Proposition de décision du Conseil portant création de l'Office européen de police (Europol).


E3383 déposé le 15 janvier 2007 distribué le 16 janvier 2007 (12ème législature)
   (Référence communautaire : COM(2006) 0817 final du 20 décembre 2006, transmis au Conseil de l'Union européenne le 22 décembre 2006)

Europol a été créé par une convention de 1995 entre les Etats membres et est installé à La Haye. Il avait pour mission d’améliorer l’efficacité et la coopération des services compétents des Etats membres afin de prévenir et de lutter efficacement contre la criminalité organisée internationale.
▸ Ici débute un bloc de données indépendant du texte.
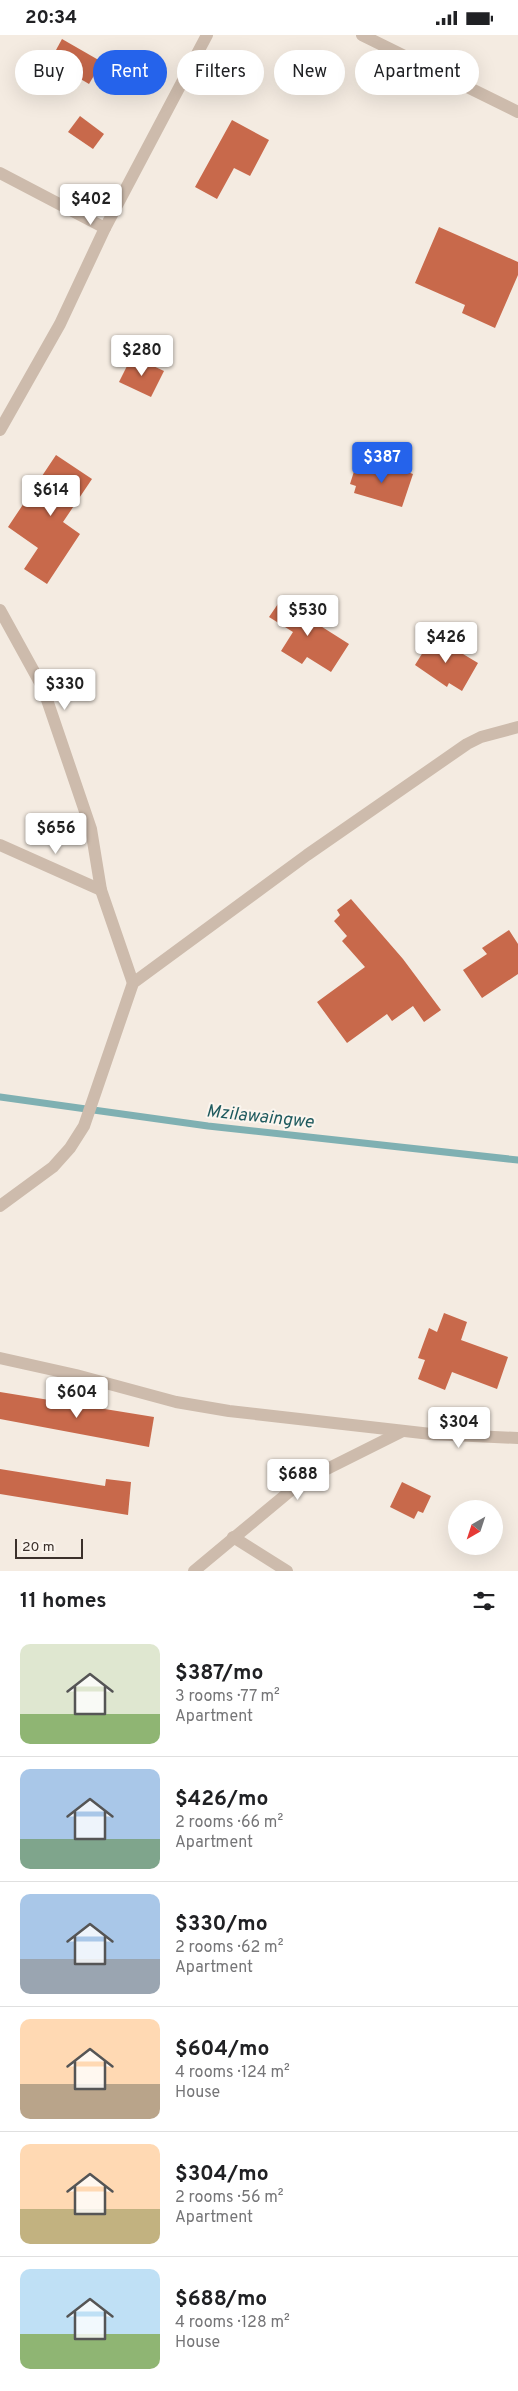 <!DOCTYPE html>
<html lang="en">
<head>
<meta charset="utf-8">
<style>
	body { margin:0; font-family:Overpass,sans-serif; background:#f6f6f6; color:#202124; height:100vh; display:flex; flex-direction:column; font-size:19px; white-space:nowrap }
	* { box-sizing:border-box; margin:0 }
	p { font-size:16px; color:#757577 }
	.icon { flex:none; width:28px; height:28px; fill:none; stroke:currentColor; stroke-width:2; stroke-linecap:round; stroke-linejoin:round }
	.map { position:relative; height:1536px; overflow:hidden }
	.side { display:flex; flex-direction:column; background:#fff; flex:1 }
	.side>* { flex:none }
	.guide { position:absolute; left:15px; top:15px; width:489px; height:45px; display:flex; gap:10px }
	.needle { width:32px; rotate:219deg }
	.fabs { position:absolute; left:448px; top:1465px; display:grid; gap:10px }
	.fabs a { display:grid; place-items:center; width:55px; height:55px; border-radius:50%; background:#fff; box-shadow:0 5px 20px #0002; font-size:25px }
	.scale { position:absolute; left:15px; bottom:12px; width:68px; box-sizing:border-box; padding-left:5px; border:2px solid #3b302b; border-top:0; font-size:14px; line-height:18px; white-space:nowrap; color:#3b302b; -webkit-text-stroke:4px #fbf5ee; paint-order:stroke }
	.price { position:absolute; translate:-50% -42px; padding:0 11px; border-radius:5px; background:#fff; color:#222; font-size:16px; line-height:32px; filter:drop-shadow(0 1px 2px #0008) }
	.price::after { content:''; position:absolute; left:50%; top:30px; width:15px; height:11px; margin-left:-8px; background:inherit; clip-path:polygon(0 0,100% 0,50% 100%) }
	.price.active { background:#2563eb; color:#fff }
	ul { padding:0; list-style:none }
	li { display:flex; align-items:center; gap:15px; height:125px; padding:0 20px }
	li+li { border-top:1px solid #e0e0e0 }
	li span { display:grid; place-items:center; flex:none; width:140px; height:100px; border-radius:10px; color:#555 }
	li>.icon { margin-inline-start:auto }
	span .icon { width:60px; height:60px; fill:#fffc; stroke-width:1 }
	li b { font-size:21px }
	h2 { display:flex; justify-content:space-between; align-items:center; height:60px; padding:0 20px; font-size:21px }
	.chip { padding:0 18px; border-radius:22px; background:#fff; box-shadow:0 5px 20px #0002; font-size:18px; line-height:45px }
	.chip.active { background:#2563eb; color:#fff }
	.status { display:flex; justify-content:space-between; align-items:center; height:35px; padding:0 25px; background:#fff; direction:ltr }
	.status svg { height:14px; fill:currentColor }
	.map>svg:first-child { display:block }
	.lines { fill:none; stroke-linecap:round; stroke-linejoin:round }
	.stream { stroke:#7fb0b2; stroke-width:7 }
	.building { fill:#c8694b }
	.minor { stroke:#cdbbac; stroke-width:12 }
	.labels { text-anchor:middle; stroke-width:4; stroke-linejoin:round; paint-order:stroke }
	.water-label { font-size:18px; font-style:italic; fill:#1f5a5e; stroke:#fbf5ee }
</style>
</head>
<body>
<div class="status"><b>20:34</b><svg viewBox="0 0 49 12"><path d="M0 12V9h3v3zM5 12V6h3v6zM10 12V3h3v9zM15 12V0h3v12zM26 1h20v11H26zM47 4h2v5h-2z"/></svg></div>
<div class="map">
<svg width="518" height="1536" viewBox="0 0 518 1536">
	<rect width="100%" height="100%" fill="#f4ebe1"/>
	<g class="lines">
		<path class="stream" d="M0,1062L208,1091L518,1125"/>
	</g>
	<g class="building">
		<path d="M62,4L102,27L89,49L50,26Z"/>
		<path d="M80,81L104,99L93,114L68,97Z"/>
		<path d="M232,85L269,105L250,141L234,133L217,164L195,152Z"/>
		<path d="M439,192L518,227V240L495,293L462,278L465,270L415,248Z"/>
		<path d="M132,321L164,336L151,362L119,347Z"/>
		<path d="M56,420L92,444L63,487L80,499L47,549L24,534L38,513L8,492Z"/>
		<path d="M357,427L391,438L393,432L413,439L402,472L354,458L356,451L350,449Z"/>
		<path d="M282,563L321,587L319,590L349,609L331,637L307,622L302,629L281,616L293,597L269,582Z"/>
		<path d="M433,601L478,628L462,656L449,648L447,652L415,630Z"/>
		<path d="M351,864L403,924L441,975L424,987L413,971L392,986L387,979L347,1008L317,967L365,932L342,906L347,901L334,886L340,880L337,875Z"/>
		<path d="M509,895L518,909V939L482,963L463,935L487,919L482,913Z"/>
		<path d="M444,1278L467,1287L461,1305L508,1322L497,1354L452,1337L445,1355L418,1344L425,1325L418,1323L429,1293L437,1297Z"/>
		<path d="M0,1357L154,1382L149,1412L0,1384Z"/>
		<path d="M0,1434L105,1451L106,1444L131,1447L128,1480L0,1459Z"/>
		<path d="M402,1447L431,1461L423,1478L418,1476L414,1484L390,1472Z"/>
	</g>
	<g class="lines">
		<g class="minor">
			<path d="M362,0L518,77"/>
			<path d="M0,138L105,193"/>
			<path d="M0,395L60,289L105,193L207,0"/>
			<path d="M0,575L43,653L91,794L101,855L133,948"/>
			<path d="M0,810L101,855"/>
			<path d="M0,1171L53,1132L70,1113L84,1091L133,948L307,820L467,709L481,702L518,692"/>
			<path d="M0,1323L76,1340L176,1367L229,1376L431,1399L518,1403"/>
			<path d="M233,1502L287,1536"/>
			<path d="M194,1536L301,1447L403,1396"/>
		</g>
	</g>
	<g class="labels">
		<g class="water-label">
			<text transform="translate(260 1081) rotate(6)" y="6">Mzilawaingwe</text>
		</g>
	</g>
</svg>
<div class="fabs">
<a><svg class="needle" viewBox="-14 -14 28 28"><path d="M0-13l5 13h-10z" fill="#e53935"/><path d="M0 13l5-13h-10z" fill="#757577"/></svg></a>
</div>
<div class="scale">20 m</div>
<b class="price" style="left:91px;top:191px">$402</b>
<b class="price" style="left:142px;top:342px">$280</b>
<b class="price active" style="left:382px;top:449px">$387</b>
<b class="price" style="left:51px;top:482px">$614</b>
<b class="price" style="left:308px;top:602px">$530</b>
<b class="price" style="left:446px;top:629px">$426</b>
<b class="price" style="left:65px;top:676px">$330</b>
<b class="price" style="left:56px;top:820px">$656</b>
<b class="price" style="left:77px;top:1384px">$604</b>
<b class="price" style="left:459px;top:1414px">$304</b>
<b class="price" style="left:298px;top:1466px">$688</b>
<div class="guide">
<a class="chip">Buy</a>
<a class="chip active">Rent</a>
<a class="chip">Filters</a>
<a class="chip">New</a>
<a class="chip">Apartment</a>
</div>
</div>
<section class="side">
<h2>11 homes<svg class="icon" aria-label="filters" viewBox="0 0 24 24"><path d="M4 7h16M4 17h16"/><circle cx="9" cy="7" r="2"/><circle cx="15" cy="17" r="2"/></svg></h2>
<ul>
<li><span style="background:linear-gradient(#dfe7d0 70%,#8fb573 0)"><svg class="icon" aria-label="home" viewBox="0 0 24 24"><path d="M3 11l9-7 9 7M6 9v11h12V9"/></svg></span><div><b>$387/mo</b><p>3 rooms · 77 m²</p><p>Apartment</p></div></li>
<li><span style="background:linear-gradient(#a9c7e8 70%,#7fa58c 0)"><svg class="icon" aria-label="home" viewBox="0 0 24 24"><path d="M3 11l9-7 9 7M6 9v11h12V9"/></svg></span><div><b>$426/mo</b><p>2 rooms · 66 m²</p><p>Apartment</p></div></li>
<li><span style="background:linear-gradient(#a9c7e8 65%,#9aa5b1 0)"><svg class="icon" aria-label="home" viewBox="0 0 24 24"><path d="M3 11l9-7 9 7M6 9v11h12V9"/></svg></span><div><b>$330/mo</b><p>2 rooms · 62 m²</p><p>Apartment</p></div></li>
<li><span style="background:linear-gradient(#ffd9b3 65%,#b9a48a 0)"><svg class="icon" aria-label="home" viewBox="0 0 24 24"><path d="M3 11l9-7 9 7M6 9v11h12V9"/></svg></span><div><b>$604/mo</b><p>4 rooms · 124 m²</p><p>House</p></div></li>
<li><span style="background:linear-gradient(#ffd9b3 65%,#c2b280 0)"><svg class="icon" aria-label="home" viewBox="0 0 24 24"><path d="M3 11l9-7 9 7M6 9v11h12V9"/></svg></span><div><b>$304/mo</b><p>2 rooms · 56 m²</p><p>Apartment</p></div></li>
<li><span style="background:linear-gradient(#bfe0f5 65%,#8fb573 0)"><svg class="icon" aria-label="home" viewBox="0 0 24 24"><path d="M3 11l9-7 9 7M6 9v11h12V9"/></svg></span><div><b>$688/mo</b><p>4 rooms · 128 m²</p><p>House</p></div></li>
</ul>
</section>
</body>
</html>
Progressivement, il a élargi ses activités à d’autres domaines importants de la criminalité. Sa compétence a été étendue à toutes les formes graves de la criminalité internationale visées à l’annexe de la convention Europol : prévention et lutte contre le terrorisme, trafic de drogue et des êtres humains, trafic de véhicules volés et de matières radioactives et nucléaires.

Le démarrage effectif des activités a eu lieu le 1er juillet 1999.

La Convention de 1995 nécessite, pour être modifiée, une procédure de ratification ou d’approbation dans tous les Etats membres.

La longueur de la procédure de ratification des modifications de cette Convention a abouti à rigidifier le statut d’Europol et donc à rendre plus difficile son adaptation à l’évolution de la criminalité transfrontalière en Europe. C’est ce qui était apparu lors des discussions menées en 2006 dans le cadre des instances relevant du domaine « Justice et affaires intérieures ».

C’est au Conseil « JAI » des 23 et 24 février 2006 que la présidence autrichienne avait lancé le débat sur l’avenir d’Europol. L’objectif était de définir les évolutions possibles pour, notamment, améliorer la coopération opérationnelle. Différentes propositions avaient été alors formulées, dont le remplacement la convention Europol par une décision du Conseil.

Lors du Conseil « JAI » des 4 et 5 décembre 2006, il a été décidé de procéder au remplacement de la Convention Europol par une décision du Conseil.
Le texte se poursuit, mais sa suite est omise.